In some countries, such as The Netherlands, where unemployment rose by 45 percent last year against 1980 (to 9.5 percent), and Denmark (also 9.5 percent), welfare states tend to soothe the pain - but also to mask what some analysts call the ''creeping sickness'' of Western Europe's industrial base. They note, for example, Belgium's key industrial sector - steel - which, in a word, has collapsed.
Even in West Germany - once Europe's ''locomotive'' economy - unemployment has skyrocketed. In the year ending December 1981 joblessness rose by 52 percent , the highest 12-month jump in the EC, to 1.7 million.
The January mark, just released, topped 1.9 million, a 30-year high, or 8.2 percent of the workforce.
''It has come,'' said one frustrated West German analyst, ''completely by surprise.''
So far, as if shell-shocked, European governments have been hard-pressed to make a dent in the problem.

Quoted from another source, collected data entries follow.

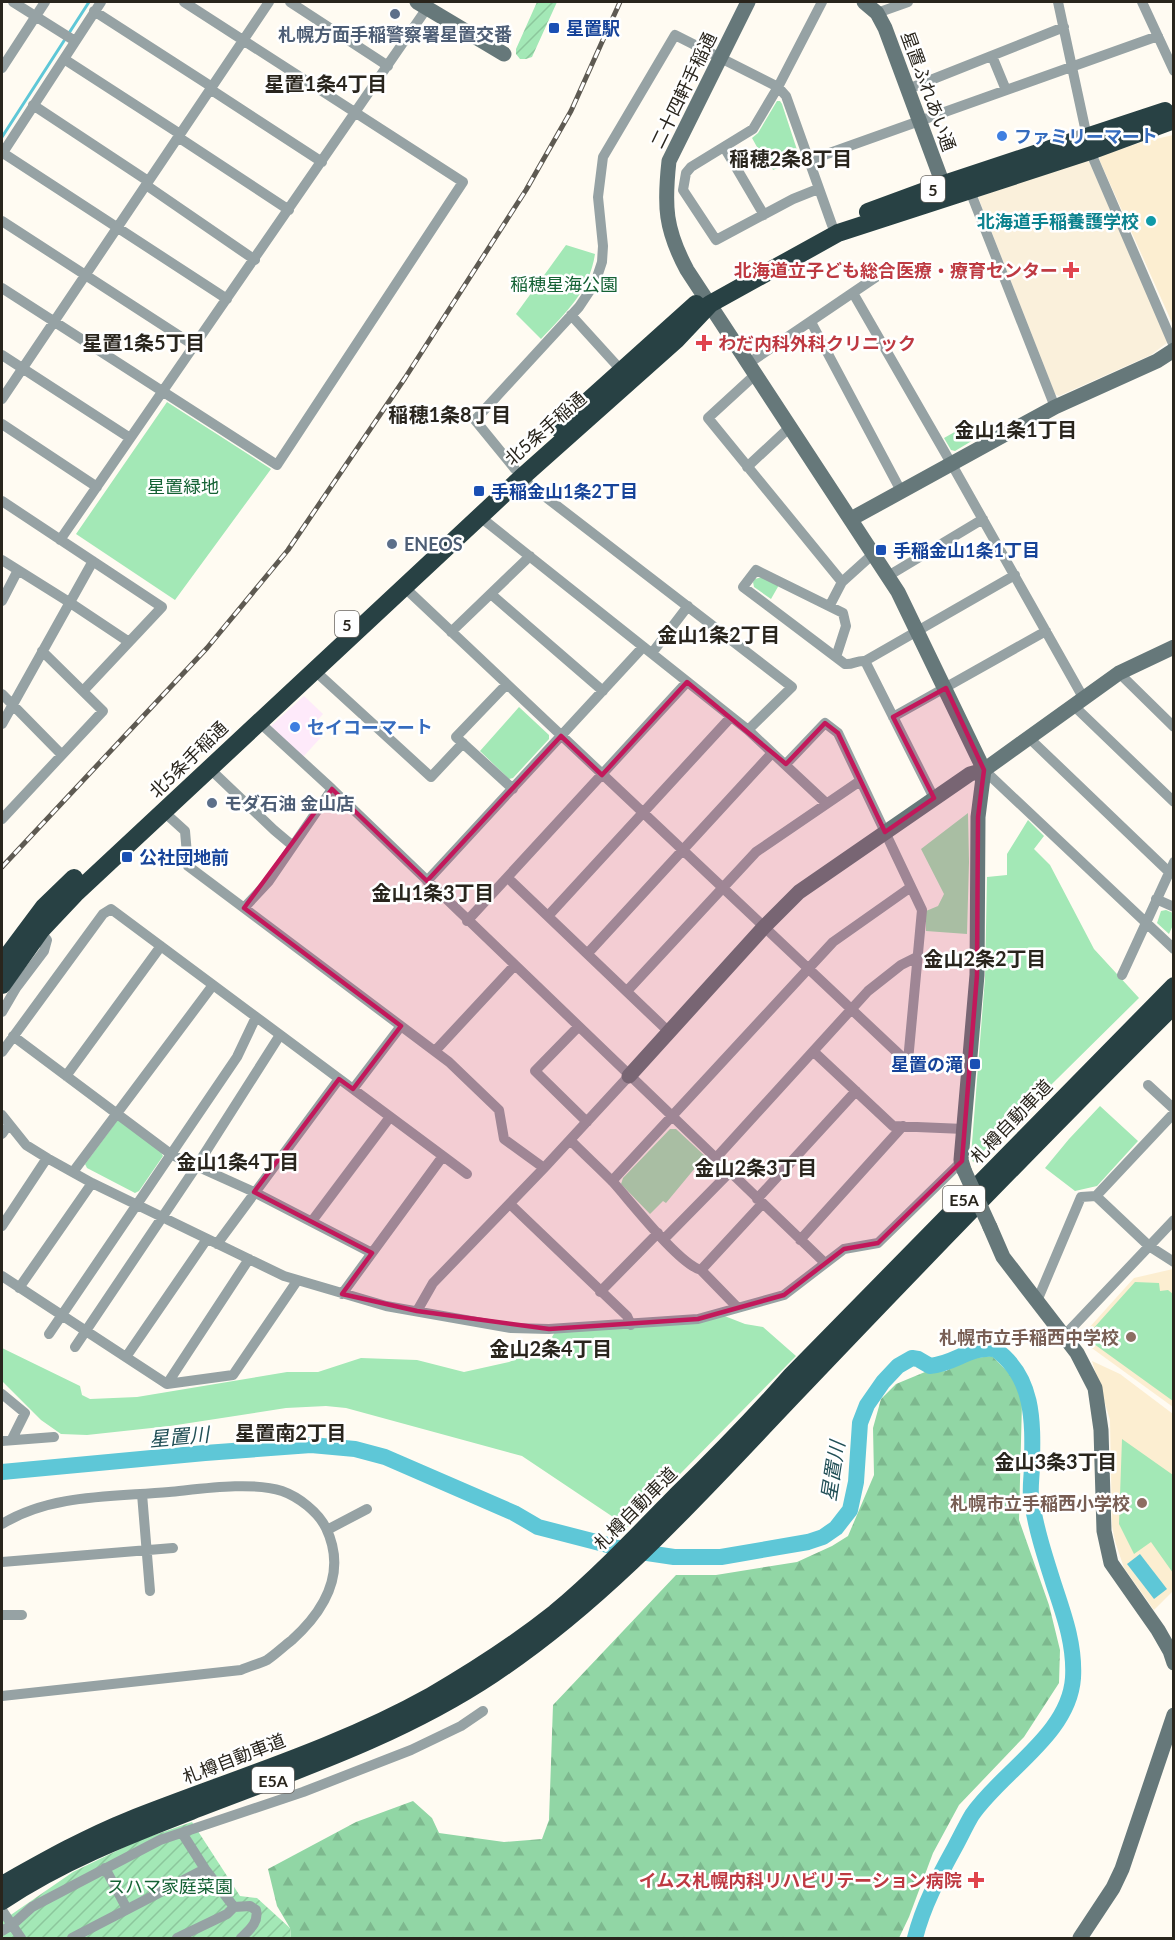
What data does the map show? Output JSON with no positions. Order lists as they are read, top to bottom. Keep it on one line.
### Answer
{"streets":{"highway":["5","北5条手稲通","札樽自動車道","E5A"],"street":["二十四軒手稲通","星置ふれあい通"]},"crossings":[["二十四軒手稲通","北5条手稲通"],["星置ふれあい通","北5条手稲通"]],"districts":["星置1条4丁目","稲穂2条8丁目","星置1条5丁目","稲穂1条8丁目","金山1条1丁目","金山1条2丁目","金山1条3丁目","金山2条2丁目","金山1条4丁目","金山2条3丁目","金山2条4丁目","星置南2丁目","金山3条3丁目"],"water":["星置川"],"parks":["稲穂星海公園","星置緑地","スハマ家庭菜園"],"places":{"other":["札幌方面手稲警察署星置交番","ファミリーマート","北海道手稲養護学校","ENEOS","セイコーマート","モダ石油 金山店","札幌市立手稲西中学校","札幌市立手稲西小学校"],"transit":["星置駅","手稲金山1条2丁目","手稲金山1条1丁目","公社団地前","星置の滝"],"health":["北海道立子ども総合医療・療育センター","わだ内科外科クリニック","イムス札幌内科リハビリテーション病院"]}}
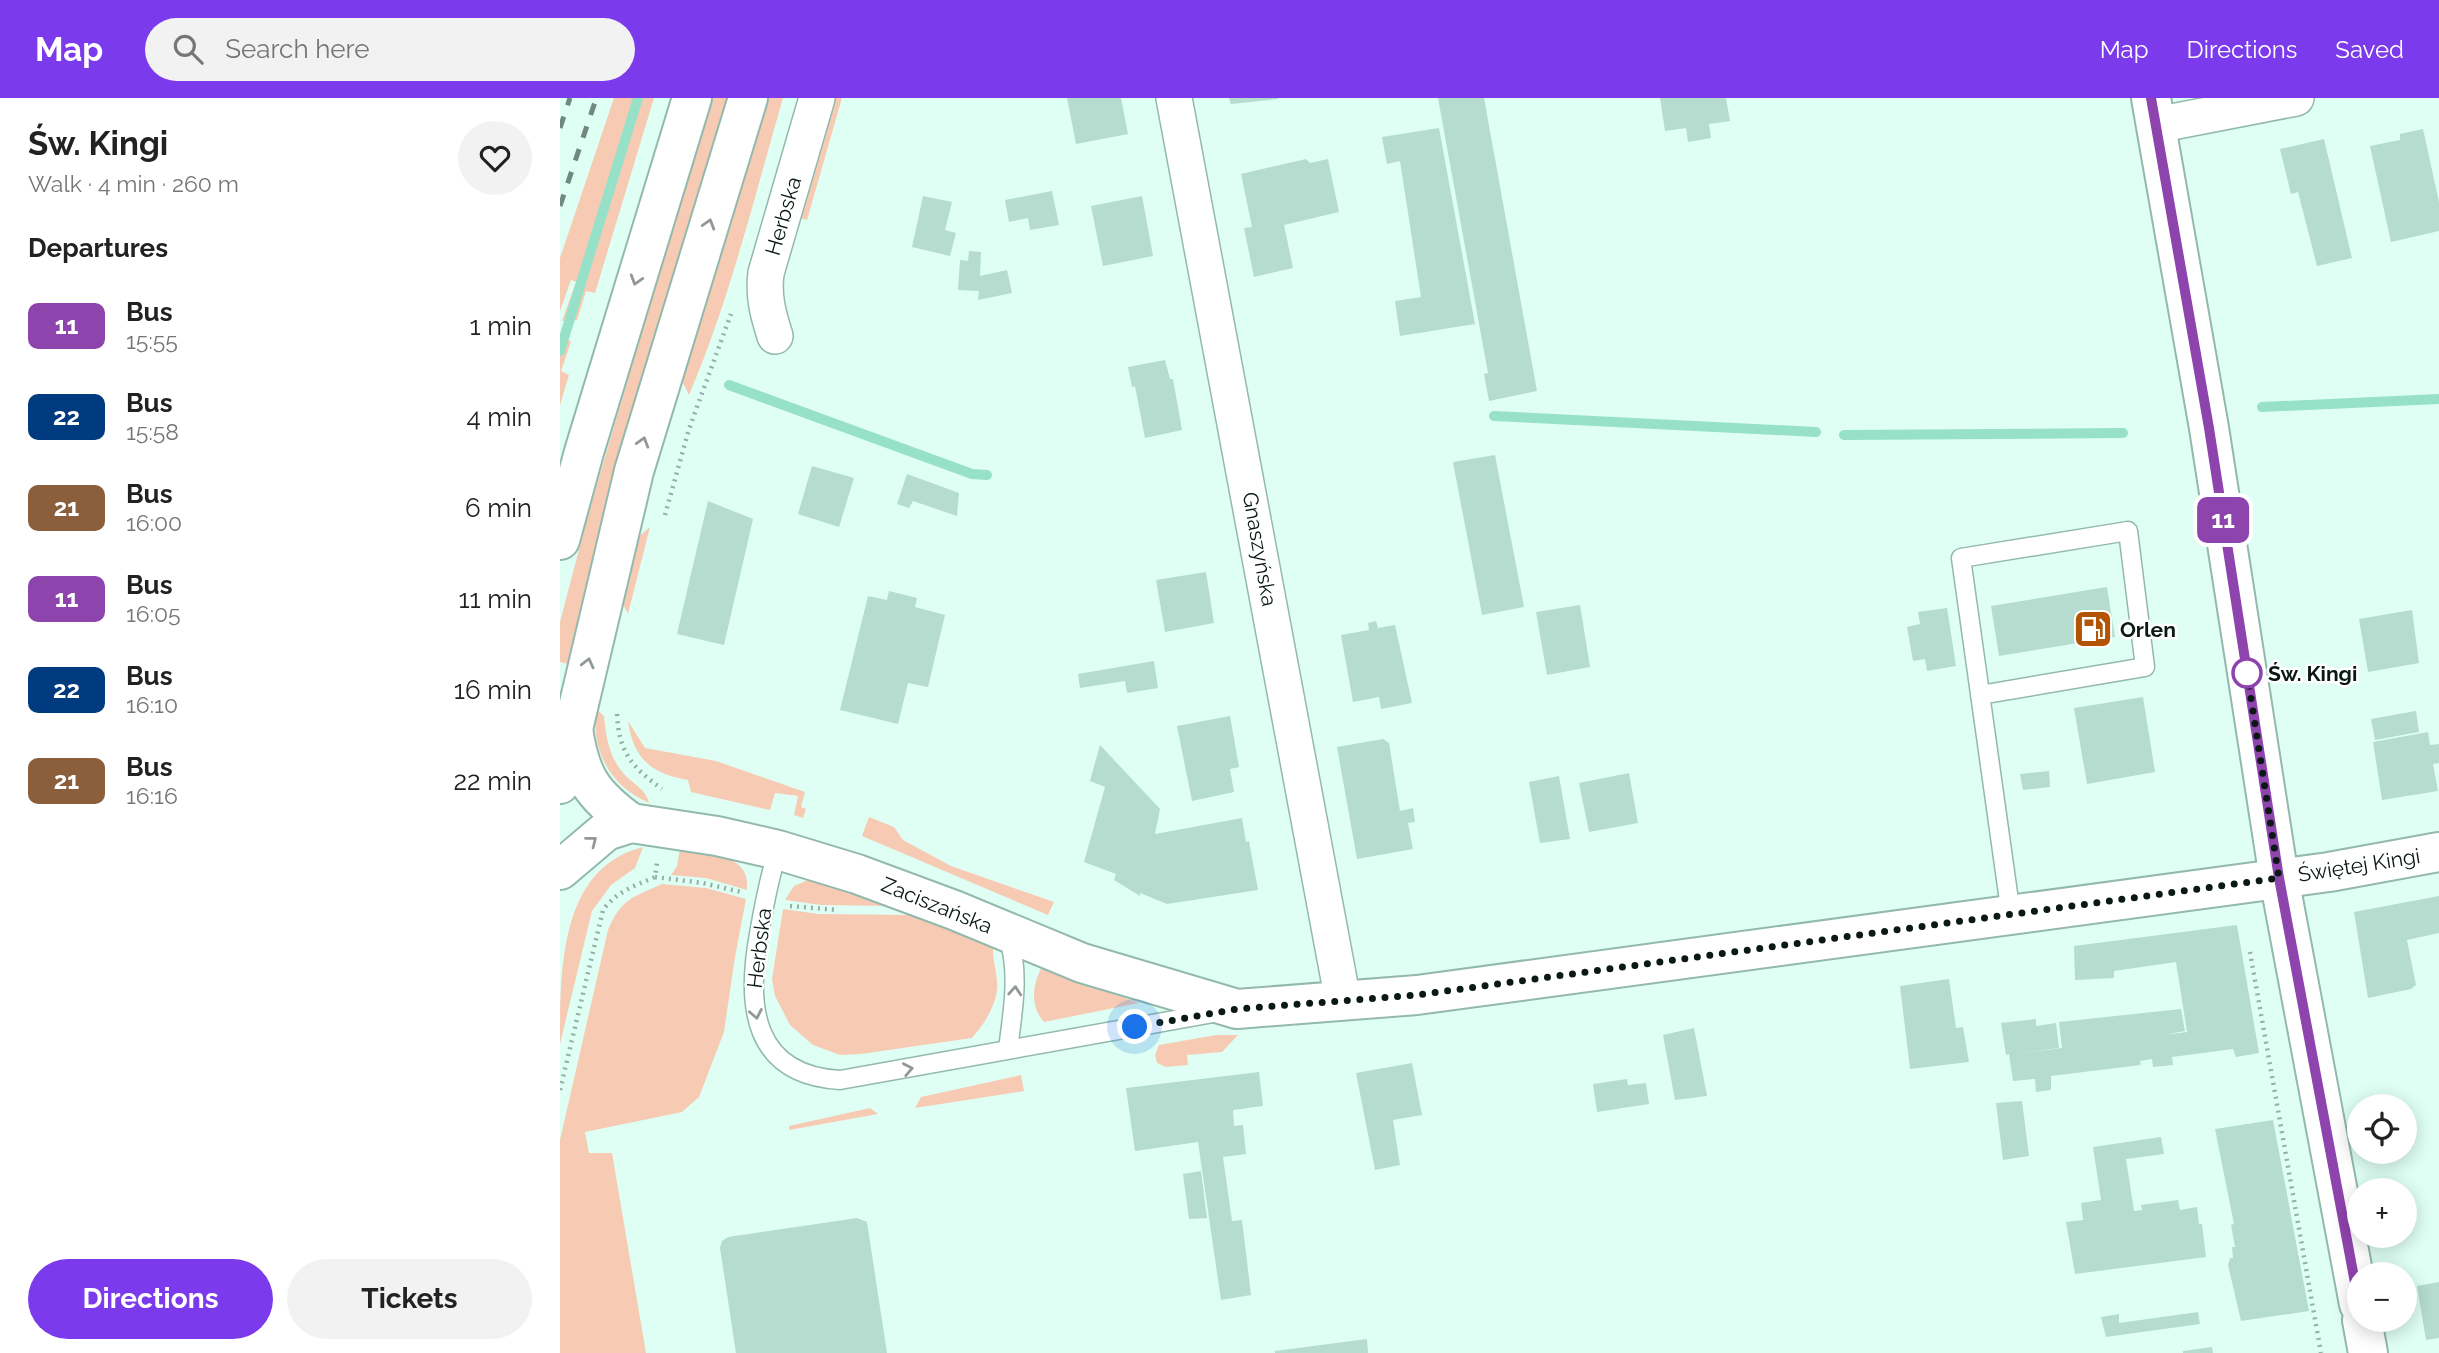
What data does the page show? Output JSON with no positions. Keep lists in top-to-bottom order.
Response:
{
  "streets": {
    "street": [
      "Herbska",
      "Gnaszyńska",
      "Świętej Kingi",
      "Zaciszańska"
    ]
  },
  "crossings": [
    ["Herbska", "Zaciszańska"],
    ["Gnaszyńska", "Zaciszańska"],
    ["Świętej Kingi", "Zaciszańska"]
  ],
  "one_way": ["Herbska"],
  "places": {
    "fuel station": ["Orlen"],
    "other": ["Św. Kingi"]
  },
  "lines": ["bus line 11"],
  "page": {
    "header": "Map",
    "search": "Search here",
    "nav": ["Map", "Directions", "Saved"],
    "heading": [
      ["Św. Kingi", "Walk · 4 min · 260 m"],
      "Departures"
    ],
    "on_map": "11",
    "list": [
      {
        "mark": "11",
        "name": "Bus",
        "note": "15:55",
        "value": "1 min"
      },
      {
        "mark": "22",
        "name": "Bus",
        "note": "15:58",
        "value": "4 min"
      },
      {
        "mark": "21",
        "name": "Bus",
        "note": "16:00",
        "value": "6 min"
      },
      {
        "mark": "11",
        "name": "Bus",
        "note": "16:05",
        "value": "11 min"
      },
      {
        "mark": "22",
        "name": "Bus",
        "note": "16:10",
        "value": "16 min"
      },
      {
        "mark": "21",
        "name": "Bus",
        "note": "16:16",
        "value": "22 min"
      }
    ],
    "map_buttons": ["+", "−"],
    "buttons": ["Directions", "Tickets"]
  }
}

French President Francois Mitterrand, a Socialist, who took the throne from center-right incumbent Valery Giscard d'Estaing early last year largely on his (number-one) pledge to brighten the unemployment picture, has watched the number of jobless rise from 1.6 million in December 1980 to two million 12 months later, or 9 percent of the work force.
Governments have been shaken, or have fallen, in large part because of their failure to fight rising unemployment effectively (France, Belgium, Greece, the Netherlands). Labor unrest has increased (Britain, Belgium). Protectionism has lifted its head (Britain, France, Italy). And human beings have been shattered (everywhere).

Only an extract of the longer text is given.